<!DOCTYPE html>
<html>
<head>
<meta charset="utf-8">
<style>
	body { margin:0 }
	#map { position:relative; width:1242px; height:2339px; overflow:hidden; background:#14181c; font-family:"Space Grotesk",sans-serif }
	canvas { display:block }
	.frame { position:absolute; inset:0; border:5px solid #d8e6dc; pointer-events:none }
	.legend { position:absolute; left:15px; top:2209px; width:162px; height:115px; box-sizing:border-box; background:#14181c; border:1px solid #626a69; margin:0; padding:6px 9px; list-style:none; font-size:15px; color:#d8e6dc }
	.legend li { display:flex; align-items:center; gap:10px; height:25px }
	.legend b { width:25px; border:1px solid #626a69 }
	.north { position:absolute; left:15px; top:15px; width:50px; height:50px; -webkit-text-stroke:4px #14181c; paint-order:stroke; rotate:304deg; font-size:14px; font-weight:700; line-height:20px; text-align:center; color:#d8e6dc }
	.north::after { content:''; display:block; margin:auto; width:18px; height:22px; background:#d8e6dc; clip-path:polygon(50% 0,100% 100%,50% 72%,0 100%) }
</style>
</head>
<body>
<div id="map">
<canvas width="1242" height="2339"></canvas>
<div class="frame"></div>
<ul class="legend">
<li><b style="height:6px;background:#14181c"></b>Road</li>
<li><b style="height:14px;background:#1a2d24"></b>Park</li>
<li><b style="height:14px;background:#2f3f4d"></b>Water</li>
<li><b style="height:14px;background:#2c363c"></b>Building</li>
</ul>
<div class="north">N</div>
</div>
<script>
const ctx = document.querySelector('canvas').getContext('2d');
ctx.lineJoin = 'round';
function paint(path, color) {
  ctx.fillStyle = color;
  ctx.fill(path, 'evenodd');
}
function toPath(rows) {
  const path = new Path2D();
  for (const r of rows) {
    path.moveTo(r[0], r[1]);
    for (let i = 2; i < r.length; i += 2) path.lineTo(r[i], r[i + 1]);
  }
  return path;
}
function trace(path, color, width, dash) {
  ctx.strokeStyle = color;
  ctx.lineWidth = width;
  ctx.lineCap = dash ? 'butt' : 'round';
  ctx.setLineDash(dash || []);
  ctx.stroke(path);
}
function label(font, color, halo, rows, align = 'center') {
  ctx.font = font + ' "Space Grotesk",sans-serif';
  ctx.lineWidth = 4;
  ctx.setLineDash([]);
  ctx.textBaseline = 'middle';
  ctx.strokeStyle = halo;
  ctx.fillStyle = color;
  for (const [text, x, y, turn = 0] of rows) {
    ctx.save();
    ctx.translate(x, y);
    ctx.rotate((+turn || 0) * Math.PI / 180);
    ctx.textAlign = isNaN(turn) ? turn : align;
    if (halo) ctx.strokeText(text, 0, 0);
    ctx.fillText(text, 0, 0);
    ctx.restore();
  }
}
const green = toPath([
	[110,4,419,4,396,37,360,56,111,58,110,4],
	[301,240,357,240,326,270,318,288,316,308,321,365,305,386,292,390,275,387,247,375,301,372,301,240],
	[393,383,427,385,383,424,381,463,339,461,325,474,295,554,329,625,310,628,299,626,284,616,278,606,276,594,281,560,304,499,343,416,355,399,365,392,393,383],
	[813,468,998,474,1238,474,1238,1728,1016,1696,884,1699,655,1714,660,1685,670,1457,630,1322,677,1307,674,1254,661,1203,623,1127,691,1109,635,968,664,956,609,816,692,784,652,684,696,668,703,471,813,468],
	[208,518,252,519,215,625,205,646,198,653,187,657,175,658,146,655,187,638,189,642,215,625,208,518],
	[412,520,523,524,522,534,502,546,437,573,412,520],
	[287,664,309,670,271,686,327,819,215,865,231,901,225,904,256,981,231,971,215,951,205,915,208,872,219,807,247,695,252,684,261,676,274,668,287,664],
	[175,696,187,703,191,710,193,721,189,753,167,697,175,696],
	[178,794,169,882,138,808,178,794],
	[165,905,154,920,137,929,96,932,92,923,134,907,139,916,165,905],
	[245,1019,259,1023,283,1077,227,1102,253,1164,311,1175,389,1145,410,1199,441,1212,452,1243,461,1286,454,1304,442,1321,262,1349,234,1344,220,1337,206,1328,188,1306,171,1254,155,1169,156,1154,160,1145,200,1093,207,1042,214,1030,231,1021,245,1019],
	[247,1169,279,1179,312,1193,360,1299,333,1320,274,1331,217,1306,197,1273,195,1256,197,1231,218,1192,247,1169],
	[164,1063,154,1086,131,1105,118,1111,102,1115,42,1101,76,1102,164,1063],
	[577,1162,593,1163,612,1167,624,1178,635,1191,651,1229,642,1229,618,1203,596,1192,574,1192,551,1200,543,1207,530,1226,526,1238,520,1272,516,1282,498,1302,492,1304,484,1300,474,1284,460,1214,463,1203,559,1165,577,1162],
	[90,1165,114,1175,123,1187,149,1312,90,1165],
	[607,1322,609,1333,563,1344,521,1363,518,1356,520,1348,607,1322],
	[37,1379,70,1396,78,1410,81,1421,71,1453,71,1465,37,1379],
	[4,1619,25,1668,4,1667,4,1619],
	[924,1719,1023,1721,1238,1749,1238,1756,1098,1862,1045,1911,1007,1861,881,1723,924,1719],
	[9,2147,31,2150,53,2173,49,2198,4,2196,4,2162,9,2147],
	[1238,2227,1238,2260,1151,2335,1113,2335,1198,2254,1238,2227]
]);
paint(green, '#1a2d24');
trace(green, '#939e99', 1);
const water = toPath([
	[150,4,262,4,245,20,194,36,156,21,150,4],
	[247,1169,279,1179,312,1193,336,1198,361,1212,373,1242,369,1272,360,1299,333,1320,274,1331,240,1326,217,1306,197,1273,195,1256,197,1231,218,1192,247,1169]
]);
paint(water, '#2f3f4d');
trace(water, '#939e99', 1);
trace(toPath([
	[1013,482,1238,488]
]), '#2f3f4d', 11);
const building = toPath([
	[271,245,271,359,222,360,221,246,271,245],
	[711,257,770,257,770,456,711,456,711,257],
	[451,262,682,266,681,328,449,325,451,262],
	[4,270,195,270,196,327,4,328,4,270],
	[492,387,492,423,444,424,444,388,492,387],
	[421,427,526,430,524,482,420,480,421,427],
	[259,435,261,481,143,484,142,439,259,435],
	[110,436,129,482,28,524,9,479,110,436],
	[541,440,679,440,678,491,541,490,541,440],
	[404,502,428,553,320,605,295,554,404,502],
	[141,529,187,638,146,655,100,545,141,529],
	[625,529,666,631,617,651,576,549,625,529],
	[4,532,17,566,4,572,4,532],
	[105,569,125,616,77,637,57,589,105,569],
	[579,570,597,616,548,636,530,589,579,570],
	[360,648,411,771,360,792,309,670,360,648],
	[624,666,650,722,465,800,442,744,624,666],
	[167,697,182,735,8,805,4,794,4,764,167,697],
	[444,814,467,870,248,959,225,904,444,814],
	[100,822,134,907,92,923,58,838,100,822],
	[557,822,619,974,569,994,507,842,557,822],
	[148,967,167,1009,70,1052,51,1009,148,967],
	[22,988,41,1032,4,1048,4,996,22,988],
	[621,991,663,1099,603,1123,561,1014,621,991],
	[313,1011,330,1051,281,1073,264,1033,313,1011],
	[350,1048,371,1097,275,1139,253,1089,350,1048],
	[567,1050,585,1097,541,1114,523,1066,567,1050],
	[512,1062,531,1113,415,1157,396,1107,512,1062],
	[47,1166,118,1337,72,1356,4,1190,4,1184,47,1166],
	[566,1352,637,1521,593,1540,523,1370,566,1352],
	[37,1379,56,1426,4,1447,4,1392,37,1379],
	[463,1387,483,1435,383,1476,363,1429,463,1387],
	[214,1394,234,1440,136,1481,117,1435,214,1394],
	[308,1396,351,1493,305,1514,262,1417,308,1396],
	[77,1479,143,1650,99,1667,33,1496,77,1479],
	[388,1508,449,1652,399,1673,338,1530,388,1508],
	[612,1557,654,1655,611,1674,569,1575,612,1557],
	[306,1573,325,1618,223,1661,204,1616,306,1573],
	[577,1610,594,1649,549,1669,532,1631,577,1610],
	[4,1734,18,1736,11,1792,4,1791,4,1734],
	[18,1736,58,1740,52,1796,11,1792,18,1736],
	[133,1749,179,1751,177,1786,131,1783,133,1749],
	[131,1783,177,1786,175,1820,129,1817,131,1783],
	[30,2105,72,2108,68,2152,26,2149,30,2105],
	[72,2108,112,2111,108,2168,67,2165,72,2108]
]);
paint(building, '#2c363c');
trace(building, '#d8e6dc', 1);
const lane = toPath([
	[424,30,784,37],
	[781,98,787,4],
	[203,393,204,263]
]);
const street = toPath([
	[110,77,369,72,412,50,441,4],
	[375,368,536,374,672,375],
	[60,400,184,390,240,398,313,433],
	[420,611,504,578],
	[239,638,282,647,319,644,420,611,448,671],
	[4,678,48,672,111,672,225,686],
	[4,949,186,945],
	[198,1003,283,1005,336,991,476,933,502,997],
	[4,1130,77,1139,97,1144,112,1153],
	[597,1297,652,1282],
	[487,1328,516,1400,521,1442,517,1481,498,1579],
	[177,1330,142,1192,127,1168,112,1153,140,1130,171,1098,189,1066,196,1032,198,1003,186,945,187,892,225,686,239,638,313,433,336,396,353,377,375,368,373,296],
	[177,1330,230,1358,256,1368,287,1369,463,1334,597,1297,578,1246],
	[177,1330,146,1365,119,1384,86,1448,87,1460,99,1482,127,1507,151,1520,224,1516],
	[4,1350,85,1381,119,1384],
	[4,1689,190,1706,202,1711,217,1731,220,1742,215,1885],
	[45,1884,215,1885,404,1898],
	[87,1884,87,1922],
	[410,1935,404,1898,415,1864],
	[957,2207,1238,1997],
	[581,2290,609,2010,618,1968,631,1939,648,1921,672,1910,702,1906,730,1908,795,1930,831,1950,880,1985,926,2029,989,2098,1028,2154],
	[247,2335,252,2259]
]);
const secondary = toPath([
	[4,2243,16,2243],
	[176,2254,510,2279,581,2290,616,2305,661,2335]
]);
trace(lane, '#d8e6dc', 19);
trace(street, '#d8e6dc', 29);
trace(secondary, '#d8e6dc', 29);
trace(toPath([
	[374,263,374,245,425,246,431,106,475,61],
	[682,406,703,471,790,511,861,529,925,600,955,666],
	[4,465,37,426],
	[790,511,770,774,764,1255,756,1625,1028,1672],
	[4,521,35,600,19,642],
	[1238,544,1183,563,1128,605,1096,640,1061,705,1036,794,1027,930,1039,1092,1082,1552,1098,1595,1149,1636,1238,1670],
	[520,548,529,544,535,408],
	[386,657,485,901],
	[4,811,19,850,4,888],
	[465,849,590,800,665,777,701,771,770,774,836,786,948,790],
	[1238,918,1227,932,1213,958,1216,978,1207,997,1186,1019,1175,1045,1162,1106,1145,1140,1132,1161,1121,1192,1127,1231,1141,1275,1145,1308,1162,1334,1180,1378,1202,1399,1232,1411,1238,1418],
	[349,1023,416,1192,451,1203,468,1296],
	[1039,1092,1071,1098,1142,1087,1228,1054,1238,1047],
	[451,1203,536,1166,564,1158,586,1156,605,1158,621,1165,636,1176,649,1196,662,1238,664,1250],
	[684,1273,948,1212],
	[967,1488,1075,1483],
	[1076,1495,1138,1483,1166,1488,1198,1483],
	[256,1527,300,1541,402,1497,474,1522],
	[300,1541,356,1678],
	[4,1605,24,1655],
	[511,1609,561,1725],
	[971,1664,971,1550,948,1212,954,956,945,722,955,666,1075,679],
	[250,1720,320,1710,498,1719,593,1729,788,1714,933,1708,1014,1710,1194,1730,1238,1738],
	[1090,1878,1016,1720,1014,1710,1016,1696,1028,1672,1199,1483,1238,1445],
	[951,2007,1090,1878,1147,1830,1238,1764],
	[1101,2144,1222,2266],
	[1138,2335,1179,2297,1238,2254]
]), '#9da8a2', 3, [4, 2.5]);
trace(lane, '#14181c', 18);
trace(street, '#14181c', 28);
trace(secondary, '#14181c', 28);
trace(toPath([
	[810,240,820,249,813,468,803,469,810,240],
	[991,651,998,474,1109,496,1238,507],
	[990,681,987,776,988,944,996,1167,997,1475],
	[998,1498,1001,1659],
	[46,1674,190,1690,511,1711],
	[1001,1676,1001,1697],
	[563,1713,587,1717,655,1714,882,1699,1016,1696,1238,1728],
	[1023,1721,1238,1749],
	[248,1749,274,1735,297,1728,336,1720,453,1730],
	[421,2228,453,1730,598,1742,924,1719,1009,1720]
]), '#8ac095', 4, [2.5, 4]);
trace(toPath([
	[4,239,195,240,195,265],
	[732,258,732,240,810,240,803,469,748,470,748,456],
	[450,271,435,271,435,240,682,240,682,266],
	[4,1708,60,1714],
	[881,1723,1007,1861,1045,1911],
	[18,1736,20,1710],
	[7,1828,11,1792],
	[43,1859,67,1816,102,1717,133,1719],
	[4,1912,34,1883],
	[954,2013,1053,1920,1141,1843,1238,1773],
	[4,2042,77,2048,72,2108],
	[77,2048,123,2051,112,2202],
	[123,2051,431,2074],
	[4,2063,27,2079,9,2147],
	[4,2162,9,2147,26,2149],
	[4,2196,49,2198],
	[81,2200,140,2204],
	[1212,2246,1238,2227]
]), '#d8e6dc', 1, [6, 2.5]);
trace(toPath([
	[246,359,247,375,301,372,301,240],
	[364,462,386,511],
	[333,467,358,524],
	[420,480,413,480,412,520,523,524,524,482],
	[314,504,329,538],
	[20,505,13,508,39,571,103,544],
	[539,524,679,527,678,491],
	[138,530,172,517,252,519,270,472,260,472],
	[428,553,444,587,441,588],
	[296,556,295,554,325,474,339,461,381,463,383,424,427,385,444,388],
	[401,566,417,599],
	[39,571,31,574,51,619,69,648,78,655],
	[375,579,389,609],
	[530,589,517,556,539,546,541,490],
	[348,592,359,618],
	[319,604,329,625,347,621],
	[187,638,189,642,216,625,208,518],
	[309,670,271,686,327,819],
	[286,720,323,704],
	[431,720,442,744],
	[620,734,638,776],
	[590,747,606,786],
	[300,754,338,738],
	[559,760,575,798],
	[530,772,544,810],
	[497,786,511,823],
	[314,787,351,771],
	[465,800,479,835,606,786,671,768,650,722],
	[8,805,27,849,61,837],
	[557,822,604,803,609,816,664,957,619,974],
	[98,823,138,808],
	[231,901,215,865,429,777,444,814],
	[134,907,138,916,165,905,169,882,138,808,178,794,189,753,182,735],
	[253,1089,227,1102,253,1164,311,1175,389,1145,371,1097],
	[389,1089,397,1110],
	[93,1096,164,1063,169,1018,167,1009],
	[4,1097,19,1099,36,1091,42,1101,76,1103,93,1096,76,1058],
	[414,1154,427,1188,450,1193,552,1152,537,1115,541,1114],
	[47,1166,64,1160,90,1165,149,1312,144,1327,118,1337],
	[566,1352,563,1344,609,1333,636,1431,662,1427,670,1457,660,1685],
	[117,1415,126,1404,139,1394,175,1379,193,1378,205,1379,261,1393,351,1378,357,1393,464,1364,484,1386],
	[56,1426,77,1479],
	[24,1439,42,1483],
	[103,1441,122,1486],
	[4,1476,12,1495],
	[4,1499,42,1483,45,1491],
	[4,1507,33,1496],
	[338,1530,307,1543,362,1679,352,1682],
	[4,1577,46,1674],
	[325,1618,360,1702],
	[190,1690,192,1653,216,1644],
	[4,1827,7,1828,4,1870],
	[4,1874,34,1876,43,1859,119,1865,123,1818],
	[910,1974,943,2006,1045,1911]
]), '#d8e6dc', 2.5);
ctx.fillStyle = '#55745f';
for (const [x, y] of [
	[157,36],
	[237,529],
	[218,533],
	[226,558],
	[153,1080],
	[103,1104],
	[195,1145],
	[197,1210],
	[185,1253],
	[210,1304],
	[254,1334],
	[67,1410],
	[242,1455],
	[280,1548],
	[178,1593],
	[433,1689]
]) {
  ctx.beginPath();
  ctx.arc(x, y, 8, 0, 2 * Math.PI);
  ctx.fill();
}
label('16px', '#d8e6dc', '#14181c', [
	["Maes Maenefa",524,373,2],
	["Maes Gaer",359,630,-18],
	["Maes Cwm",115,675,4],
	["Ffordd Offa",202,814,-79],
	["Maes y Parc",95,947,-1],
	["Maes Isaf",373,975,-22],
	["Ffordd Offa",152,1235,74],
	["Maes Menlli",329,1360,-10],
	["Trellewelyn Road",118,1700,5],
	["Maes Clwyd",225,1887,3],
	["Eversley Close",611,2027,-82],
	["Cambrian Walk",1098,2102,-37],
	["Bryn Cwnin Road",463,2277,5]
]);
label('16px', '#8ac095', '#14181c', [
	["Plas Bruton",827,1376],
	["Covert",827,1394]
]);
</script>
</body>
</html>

————

TASK OBJECTIVE
Among the entries, how many lines hold the string "strokeStyle"? Answer with a bare number.

OUTPUT FOR THIS EXERCISE
2